What you are asked to do - Exact reproduction required: the lines below from the line with "758,94 C 864,94" to the line with "1067,516 L 1067,523", both ends included, and no others.

━━━━━ Source data

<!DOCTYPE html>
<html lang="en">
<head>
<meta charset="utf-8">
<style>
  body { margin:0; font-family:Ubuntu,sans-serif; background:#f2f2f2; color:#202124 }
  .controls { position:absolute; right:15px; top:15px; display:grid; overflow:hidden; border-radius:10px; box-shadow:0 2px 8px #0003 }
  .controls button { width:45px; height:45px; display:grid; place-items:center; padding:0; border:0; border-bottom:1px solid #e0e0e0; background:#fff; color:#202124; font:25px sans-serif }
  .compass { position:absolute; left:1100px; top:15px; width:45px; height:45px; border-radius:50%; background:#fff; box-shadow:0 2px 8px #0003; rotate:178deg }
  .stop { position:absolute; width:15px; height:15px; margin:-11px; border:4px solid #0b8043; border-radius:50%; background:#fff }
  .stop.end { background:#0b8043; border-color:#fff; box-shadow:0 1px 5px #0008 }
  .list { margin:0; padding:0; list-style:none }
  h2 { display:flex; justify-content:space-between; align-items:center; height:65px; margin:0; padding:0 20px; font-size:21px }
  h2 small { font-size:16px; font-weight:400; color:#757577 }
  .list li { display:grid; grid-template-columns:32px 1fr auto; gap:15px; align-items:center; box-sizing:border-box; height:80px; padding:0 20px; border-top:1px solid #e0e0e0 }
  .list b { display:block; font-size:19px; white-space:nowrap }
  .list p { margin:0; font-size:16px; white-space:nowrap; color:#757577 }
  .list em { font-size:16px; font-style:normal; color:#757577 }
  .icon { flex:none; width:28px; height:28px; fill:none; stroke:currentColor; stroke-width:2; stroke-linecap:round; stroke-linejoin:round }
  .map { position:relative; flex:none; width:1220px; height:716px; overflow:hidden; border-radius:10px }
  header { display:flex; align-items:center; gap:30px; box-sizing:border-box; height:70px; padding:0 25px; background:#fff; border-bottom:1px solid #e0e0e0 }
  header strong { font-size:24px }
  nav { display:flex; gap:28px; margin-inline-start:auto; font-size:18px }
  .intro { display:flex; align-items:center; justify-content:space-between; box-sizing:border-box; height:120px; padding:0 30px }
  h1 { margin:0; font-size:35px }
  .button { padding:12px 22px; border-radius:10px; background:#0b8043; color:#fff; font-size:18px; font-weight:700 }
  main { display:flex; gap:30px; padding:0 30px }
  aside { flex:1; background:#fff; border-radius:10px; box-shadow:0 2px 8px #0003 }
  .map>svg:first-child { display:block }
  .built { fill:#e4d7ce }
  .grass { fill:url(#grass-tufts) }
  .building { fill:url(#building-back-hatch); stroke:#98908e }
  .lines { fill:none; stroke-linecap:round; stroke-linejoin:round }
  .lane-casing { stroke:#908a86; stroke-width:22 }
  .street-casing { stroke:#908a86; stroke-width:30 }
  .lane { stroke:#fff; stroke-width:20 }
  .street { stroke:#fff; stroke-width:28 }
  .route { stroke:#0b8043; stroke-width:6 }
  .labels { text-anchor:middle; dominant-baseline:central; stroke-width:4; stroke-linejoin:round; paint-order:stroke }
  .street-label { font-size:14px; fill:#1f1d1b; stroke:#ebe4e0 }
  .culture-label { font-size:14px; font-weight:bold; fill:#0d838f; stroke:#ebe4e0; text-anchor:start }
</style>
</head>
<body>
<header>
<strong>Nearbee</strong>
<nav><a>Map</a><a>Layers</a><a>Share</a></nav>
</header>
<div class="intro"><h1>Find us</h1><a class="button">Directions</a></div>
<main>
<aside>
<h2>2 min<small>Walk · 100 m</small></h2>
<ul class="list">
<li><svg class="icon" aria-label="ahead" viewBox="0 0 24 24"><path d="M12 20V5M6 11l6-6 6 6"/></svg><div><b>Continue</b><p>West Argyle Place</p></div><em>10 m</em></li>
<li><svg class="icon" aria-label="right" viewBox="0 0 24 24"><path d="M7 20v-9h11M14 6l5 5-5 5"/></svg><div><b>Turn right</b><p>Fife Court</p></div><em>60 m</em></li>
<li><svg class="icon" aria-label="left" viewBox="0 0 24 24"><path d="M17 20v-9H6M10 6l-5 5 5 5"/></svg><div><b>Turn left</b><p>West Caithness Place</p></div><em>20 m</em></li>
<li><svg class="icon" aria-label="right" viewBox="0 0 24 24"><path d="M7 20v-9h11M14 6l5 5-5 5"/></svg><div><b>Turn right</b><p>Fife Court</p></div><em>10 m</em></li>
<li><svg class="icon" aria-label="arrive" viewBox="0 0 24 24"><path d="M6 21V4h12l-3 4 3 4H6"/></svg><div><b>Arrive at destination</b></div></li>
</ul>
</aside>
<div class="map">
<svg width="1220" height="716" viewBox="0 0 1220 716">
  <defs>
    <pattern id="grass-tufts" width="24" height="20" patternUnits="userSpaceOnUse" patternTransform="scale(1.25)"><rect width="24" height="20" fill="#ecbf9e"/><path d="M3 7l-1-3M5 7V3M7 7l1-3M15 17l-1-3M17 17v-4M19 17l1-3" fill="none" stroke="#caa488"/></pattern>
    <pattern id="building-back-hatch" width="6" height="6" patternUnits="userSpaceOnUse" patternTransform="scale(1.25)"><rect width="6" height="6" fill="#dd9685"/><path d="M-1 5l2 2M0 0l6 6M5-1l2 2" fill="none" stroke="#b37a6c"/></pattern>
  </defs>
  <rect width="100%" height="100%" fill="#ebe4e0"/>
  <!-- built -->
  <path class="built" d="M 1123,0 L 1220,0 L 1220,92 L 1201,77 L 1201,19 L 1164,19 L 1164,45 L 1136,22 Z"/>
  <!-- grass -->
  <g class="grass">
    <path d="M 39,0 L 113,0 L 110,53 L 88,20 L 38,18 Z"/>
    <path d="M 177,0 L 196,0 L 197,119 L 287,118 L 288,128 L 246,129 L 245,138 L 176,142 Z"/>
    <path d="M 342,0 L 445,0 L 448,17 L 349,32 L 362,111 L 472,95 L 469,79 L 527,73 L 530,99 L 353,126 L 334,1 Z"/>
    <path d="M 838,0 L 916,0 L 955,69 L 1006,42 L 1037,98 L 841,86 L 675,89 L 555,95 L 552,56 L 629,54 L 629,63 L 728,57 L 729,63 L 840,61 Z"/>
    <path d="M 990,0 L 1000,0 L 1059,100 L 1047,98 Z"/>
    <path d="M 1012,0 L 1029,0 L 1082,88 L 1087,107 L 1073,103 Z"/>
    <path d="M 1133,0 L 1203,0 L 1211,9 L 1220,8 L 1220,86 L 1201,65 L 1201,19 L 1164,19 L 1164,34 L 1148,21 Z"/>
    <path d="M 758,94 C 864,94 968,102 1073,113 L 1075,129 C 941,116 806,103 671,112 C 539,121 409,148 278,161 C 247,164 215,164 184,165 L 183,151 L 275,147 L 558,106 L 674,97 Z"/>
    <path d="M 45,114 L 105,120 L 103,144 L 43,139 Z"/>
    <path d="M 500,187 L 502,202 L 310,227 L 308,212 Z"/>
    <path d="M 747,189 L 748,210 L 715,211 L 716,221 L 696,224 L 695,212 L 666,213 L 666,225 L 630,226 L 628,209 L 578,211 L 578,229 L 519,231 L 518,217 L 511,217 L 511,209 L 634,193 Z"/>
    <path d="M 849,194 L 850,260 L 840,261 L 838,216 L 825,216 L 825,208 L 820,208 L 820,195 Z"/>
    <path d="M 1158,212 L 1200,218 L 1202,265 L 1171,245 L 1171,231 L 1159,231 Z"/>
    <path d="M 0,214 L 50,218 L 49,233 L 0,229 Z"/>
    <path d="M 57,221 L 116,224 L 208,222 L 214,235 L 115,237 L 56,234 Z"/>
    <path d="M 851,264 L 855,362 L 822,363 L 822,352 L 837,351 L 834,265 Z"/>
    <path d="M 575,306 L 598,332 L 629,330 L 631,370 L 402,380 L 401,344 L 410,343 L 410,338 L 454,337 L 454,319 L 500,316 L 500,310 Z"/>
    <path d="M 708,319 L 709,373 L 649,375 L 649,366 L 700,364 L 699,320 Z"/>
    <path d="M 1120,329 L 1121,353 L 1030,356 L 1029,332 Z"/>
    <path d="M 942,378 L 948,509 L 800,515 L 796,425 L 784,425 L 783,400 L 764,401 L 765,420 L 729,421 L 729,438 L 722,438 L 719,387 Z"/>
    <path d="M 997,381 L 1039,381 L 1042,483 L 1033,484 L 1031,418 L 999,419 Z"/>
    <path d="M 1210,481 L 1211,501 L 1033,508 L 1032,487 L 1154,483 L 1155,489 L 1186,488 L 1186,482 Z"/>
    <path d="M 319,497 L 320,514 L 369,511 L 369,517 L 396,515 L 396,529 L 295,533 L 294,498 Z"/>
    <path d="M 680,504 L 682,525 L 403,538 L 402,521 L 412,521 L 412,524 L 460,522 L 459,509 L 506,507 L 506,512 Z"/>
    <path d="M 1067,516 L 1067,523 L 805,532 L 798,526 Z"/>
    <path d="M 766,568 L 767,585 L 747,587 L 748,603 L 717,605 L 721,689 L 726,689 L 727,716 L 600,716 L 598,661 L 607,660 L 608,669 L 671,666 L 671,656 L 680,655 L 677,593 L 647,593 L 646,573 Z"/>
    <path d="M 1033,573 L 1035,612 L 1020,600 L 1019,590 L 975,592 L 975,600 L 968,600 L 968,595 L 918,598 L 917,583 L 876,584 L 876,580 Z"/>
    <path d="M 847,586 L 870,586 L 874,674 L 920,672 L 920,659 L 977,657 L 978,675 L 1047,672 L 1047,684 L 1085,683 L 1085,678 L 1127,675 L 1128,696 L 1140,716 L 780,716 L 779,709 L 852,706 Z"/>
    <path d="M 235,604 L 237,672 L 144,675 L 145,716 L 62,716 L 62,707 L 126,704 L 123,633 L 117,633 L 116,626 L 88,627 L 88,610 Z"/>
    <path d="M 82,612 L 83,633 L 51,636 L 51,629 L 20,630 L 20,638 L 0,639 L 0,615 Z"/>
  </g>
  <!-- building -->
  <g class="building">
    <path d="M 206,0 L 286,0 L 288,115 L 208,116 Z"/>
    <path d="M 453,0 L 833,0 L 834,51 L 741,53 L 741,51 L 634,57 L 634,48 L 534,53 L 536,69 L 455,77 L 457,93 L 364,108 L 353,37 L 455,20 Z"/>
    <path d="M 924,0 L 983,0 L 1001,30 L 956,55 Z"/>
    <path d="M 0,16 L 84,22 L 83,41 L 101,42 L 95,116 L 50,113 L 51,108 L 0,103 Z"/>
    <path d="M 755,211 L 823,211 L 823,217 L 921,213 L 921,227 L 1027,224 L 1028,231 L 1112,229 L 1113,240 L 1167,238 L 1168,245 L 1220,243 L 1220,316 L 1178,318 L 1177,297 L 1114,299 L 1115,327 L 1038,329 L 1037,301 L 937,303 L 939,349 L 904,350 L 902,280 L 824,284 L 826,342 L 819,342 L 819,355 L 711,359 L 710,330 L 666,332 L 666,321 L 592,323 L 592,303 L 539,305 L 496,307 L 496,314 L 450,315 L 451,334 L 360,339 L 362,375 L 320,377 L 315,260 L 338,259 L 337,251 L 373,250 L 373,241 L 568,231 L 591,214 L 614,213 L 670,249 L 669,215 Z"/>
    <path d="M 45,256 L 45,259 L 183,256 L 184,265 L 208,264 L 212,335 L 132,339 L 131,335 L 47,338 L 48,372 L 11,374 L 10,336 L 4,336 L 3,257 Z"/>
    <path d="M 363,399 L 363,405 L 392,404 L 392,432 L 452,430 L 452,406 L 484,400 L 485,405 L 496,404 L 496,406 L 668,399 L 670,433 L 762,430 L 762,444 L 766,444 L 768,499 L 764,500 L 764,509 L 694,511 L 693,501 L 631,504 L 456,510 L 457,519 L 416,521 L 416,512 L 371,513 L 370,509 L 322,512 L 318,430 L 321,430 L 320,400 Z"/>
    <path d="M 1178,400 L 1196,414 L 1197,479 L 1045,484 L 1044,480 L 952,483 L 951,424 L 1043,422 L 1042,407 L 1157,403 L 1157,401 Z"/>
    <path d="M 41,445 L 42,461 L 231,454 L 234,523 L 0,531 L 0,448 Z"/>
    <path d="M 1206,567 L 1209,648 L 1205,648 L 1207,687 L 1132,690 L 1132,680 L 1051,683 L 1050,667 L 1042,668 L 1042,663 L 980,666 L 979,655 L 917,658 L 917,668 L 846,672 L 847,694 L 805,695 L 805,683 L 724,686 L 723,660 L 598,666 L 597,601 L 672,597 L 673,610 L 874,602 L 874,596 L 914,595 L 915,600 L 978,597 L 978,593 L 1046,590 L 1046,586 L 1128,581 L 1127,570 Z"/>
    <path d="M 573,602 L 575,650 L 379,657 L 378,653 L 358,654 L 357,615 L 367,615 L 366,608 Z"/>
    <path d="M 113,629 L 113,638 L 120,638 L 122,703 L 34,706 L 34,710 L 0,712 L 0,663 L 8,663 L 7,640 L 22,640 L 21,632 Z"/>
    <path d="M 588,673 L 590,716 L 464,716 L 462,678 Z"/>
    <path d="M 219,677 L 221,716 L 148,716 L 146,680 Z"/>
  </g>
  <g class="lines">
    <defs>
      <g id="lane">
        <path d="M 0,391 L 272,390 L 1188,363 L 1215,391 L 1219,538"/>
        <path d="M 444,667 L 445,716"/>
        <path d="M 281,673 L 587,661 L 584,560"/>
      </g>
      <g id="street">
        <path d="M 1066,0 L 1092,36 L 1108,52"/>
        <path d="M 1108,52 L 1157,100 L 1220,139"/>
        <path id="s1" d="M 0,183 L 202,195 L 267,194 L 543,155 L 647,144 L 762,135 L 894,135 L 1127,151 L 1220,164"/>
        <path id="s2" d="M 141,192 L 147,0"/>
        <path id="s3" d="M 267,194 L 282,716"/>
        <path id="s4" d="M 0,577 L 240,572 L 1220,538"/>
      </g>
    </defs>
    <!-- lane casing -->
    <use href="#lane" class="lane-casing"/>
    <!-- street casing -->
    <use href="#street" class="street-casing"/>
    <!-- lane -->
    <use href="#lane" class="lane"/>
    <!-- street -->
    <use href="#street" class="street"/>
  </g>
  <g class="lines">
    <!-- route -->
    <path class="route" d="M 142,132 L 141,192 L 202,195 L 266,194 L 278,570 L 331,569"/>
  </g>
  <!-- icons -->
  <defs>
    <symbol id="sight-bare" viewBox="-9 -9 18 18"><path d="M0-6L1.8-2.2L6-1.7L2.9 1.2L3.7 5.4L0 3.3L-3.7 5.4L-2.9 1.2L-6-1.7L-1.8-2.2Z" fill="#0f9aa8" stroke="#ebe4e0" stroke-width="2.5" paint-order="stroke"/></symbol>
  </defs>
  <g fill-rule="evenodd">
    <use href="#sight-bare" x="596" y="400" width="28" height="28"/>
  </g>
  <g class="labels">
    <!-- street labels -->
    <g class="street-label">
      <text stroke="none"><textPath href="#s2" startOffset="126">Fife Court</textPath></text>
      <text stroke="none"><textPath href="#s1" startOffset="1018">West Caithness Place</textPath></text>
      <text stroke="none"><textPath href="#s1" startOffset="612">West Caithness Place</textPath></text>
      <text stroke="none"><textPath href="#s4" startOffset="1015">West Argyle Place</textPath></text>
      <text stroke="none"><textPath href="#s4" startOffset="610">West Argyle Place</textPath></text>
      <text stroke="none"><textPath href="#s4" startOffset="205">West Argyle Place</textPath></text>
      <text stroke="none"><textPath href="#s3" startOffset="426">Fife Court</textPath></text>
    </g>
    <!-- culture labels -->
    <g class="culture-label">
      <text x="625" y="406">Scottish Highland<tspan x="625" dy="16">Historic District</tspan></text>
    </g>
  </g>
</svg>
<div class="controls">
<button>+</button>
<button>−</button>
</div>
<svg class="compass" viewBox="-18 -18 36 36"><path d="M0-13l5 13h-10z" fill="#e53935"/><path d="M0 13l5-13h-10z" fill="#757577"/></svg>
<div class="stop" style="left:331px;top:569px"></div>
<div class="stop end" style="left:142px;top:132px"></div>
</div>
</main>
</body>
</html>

━━━━━━━━━━

Answer to this exercise -
    <path d="M 758,94 C 864,94 968,102 1073,113 L 1075,129 C 941,116 806,103 671,112 C 539,121 409,148 278,161 C 247,164 215,164 184,165 L 183,151 L 275,147 L 558,106 L 674,97 Z"/>
    <path d="M 45,114 L 105,120 L 103,144 L 43,139 Z"/>
    <path d="M 500,187 L 502,202 L 310,227 L 308,212 Z"/>
    <path d="M 747,189 L 748,210 L 715,211 L 716,221 L 696,224 L 695,212 L 666,213 L 666,225 L 630,226 L 628,209 L 578,211 L 578,229 L 519,231 L 518,217 L 511,217 L 511,209 L 634,193 Z"/>
    <path d="M 849,194 L 850,260 L 840,261 L 838,216 L 825,216 L 825,208 L 820,208 L 820,195 Z"/>
    <path d="M 1158,212 L 1200,218 L 1202,265 L 1171,245 L 1171,231 L 1159,231 Z"/>
    <path d="M 0,214 L 50,218 L 49,233 L 0,229 Z"/>
    <path d="M 57,221 L 116,224 L 208,222 L 214,235 L 115,237 L 56,234 Z"/>
    <path d="M 851,264 L 855,362 L 822,363 L 822,352 L 837,351 L 834,265 Z"/>
    <path d="M 575,306 L 598,332 L 629,330 L 631,370 L 402,380 L 401,344 L 410,343 L 410,338 L 454,337 L 454,319 L 500,316 L 500,310 Z"/>
    <path d="M 708,319 L 709,373 L 649,375 L 649,366 L 700,364 L 699,320 Z"/>
    <path d="M 1120,329 L 1121,353 L 1030,356 L 1029,332 Z"/>
    <path d="M 942,378 L 948,509 L 800,515 L 796,425 L 784,425 L 783,400 L 764,401 L 765,420 L 729,421 L 729,438 L 722,438 L 719,387 Z"/>
    <path d="M 997,381 L 1039,381 L 1042,483 L 1033,484 L 1031,418 L 999,419 Z"/>
    <path d="M 1210,481 L 1211,501 L 1033,508 L 1032,487 L 1154,483 L 1155,489 L 1186,488 L 1186,482 Z"/>
    <path d="M 319,497 L 320,514 L 369,511 L 369,517 L 396,515 L 396,529 L 295,533 L 294,498 Z"/>
    <path d="M 680,504 L 682,525 L 403,538 L 402,521 L 412,521 L 412,524 L 460,522 L 459,509 L 506,507 L 506,512 Z"/>
    <path d="M 1067,516 L 1067,523 L 805,532 L 798,526 Z"/>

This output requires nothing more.